#### INSTRUCTIONS FOR THE TASK
Your task is to copy every line of the entries that contains "Laurel".

[Data records]
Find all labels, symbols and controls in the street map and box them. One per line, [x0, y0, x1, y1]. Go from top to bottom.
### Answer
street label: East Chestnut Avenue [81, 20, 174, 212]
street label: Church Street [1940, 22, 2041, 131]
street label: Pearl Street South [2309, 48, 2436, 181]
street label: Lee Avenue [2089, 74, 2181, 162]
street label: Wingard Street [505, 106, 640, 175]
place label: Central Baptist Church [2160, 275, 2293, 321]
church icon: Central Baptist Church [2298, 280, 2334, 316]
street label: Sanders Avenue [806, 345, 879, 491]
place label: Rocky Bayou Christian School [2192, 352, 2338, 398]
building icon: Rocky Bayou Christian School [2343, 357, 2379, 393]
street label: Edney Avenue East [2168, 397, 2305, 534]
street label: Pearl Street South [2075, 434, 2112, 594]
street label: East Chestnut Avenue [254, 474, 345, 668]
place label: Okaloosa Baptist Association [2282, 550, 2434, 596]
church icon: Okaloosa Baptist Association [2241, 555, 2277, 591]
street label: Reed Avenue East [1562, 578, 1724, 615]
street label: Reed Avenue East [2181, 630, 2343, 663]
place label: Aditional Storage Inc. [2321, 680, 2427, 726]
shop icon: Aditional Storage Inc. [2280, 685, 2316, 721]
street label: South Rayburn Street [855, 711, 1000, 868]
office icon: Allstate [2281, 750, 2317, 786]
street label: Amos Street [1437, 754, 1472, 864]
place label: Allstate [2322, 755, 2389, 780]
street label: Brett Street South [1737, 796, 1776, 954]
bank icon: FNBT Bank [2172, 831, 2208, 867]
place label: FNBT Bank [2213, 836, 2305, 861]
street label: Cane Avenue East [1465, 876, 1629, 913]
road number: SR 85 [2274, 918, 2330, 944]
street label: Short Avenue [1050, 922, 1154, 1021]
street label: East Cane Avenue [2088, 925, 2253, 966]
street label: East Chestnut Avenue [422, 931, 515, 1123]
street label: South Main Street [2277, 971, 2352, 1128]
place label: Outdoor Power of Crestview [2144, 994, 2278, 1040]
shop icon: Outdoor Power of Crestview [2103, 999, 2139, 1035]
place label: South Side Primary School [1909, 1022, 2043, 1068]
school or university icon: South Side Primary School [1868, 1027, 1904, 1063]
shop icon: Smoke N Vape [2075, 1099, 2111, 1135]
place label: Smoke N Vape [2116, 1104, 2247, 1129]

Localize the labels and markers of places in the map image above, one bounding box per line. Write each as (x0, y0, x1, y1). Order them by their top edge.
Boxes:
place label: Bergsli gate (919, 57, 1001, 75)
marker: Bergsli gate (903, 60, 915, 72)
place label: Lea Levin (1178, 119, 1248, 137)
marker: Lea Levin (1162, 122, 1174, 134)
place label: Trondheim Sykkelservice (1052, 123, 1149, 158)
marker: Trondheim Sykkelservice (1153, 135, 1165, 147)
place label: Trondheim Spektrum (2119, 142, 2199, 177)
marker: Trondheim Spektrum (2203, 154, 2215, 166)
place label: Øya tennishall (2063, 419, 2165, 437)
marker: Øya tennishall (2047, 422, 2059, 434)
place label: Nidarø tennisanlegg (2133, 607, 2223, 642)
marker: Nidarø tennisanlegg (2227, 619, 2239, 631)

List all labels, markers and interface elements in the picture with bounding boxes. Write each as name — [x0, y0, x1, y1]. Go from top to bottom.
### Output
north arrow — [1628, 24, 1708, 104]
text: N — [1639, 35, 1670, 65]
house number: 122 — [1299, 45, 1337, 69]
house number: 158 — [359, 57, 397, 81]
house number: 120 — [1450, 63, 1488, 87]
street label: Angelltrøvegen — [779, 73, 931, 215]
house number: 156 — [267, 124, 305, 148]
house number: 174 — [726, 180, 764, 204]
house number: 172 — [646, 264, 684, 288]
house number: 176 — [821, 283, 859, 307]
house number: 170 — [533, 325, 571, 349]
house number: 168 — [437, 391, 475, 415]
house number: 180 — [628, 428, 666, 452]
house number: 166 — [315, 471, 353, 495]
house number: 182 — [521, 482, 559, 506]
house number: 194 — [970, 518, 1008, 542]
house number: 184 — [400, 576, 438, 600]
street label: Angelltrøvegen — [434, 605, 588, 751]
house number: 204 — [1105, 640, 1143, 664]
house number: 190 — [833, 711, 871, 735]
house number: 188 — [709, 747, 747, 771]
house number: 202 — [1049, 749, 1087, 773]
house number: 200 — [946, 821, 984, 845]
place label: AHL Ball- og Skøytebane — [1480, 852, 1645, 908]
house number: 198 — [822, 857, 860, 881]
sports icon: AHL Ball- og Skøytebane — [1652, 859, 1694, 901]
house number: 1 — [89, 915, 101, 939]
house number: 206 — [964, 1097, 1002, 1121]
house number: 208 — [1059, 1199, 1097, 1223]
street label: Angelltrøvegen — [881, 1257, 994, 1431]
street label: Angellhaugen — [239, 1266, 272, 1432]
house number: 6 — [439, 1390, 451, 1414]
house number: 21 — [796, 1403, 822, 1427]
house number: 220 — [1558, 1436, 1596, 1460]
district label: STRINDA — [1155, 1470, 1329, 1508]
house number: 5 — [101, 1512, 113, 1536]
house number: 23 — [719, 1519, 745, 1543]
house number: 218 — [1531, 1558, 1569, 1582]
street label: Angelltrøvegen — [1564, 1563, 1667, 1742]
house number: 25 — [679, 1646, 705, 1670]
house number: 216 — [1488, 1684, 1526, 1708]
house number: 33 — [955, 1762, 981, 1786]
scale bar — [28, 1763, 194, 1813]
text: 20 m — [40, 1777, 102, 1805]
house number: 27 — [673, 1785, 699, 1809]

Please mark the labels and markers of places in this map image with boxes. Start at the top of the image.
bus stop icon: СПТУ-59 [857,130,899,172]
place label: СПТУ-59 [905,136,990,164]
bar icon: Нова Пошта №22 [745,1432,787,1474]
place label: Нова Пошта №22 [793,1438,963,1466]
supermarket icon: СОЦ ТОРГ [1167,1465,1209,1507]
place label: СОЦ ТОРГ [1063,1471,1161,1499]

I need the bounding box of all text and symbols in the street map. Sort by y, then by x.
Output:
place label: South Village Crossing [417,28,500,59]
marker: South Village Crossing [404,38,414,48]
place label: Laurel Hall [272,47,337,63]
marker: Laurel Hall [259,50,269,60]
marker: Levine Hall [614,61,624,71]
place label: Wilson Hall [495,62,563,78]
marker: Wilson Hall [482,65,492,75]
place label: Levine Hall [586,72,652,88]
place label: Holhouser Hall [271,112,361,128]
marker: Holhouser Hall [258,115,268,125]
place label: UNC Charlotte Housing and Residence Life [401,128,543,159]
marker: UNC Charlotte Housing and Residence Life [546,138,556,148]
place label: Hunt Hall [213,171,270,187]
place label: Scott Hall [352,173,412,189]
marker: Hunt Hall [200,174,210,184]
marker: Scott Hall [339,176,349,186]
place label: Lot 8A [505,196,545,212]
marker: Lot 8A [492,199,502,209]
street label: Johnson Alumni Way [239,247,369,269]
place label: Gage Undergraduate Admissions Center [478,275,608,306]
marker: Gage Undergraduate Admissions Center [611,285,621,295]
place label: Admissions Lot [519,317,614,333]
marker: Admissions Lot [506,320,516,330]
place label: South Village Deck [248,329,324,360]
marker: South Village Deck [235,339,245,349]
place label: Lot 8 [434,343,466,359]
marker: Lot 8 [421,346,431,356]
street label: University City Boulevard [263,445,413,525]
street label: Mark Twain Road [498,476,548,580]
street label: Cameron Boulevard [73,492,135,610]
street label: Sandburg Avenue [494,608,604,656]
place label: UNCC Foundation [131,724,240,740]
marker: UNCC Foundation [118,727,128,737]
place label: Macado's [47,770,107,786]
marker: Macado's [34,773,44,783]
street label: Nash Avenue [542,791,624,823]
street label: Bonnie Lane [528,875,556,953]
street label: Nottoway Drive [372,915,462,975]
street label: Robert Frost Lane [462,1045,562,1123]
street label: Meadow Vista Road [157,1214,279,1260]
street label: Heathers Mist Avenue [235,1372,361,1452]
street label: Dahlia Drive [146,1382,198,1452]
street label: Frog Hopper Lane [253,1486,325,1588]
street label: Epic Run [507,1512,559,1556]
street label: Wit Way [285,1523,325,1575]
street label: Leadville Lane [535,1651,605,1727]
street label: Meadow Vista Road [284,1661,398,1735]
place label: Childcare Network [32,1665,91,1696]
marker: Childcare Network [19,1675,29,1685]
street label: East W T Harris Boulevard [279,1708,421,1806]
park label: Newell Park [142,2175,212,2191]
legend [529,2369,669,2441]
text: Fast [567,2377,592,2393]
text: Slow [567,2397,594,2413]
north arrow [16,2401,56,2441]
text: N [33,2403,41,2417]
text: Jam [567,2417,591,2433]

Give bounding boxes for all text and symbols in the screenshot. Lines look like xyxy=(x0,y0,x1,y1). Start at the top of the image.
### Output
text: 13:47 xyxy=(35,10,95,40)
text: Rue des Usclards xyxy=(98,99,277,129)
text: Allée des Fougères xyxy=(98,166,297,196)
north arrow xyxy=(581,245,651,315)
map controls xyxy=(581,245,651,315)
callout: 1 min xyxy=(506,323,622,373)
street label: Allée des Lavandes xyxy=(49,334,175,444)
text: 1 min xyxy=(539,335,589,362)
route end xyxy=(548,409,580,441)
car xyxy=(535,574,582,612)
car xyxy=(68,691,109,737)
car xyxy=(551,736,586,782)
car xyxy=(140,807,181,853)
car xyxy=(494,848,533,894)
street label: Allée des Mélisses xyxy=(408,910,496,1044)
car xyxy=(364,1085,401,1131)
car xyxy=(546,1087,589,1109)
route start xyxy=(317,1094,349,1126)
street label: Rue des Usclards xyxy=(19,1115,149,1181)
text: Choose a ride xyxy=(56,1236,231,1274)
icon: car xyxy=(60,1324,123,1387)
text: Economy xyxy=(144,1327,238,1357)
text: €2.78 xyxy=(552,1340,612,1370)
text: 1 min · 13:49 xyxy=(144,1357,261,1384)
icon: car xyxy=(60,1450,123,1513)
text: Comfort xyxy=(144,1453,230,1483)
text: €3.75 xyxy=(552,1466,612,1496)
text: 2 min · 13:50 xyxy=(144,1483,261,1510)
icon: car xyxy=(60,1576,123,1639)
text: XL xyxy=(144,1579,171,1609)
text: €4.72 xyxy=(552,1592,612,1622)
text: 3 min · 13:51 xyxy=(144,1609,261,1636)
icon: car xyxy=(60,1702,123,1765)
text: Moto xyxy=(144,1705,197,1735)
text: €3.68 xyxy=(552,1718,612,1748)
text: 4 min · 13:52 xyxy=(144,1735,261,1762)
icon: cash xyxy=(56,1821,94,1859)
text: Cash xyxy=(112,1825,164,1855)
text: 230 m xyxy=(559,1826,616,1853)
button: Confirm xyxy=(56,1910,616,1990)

#### ANSWER FOR THIS EXERCISE
place label: Laurel Hall [272,47,337,63]
marker: Laurel Hall [259,50,269,60]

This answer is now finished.